[Source records]
═══

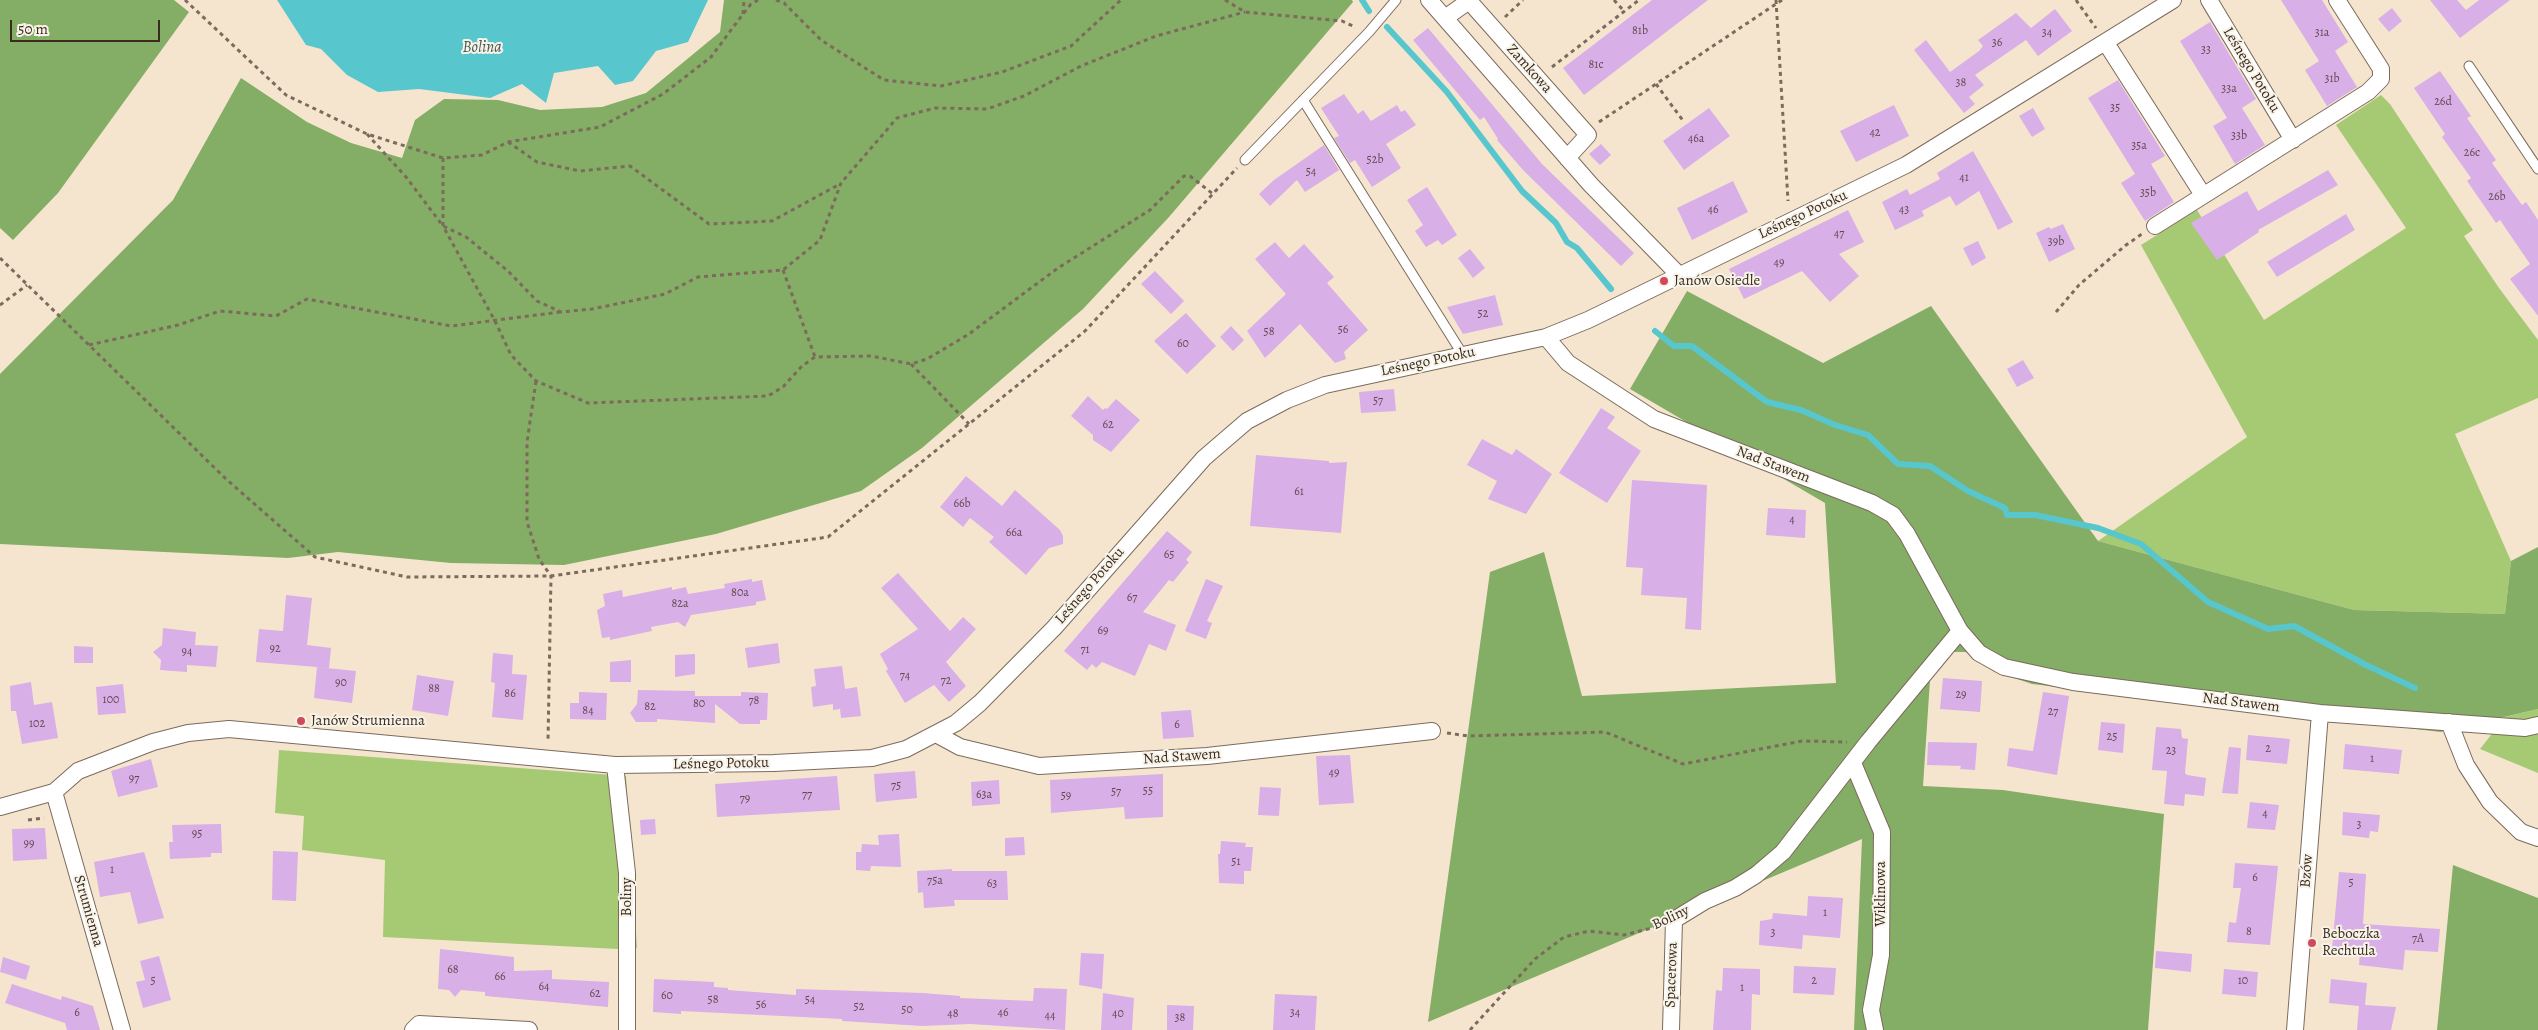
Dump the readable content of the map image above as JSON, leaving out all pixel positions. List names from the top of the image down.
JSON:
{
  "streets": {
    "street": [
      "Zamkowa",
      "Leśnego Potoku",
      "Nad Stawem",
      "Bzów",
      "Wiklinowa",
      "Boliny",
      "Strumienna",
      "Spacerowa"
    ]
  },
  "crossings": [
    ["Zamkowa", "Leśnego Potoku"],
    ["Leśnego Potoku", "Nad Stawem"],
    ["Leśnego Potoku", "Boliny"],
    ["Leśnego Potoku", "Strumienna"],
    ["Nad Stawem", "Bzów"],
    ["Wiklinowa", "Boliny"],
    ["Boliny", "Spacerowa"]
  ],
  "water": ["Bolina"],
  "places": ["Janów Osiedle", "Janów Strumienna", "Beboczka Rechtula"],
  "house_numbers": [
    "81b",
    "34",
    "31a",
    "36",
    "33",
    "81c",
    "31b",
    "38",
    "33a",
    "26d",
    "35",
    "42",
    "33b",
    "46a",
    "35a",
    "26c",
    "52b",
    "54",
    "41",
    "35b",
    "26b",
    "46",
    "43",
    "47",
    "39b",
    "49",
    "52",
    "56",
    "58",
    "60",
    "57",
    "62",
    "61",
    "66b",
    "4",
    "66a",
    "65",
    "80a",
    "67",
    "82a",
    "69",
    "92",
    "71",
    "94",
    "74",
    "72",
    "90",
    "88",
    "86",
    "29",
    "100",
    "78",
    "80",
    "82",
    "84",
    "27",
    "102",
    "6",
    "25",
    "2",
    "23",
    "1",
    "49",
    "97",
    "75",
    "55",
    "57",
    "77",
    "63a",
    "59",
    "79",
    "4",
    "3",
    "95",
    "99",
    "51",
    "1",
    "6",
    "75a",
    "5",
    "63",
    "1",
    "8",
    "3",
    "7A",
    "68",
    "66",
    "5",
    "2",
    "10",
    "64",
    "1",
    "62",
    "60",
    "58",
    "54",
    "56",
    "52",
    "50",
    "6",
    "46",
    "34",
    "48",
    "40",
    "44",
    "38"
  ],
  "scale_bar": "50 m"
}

═══

Extract each line from the entries above that contains the string "Stawem".

      "Nad Stawem",
    ["Leśnego Potoku", "Nad Stawem"],
    ["Nad Stawem", "Bzów"],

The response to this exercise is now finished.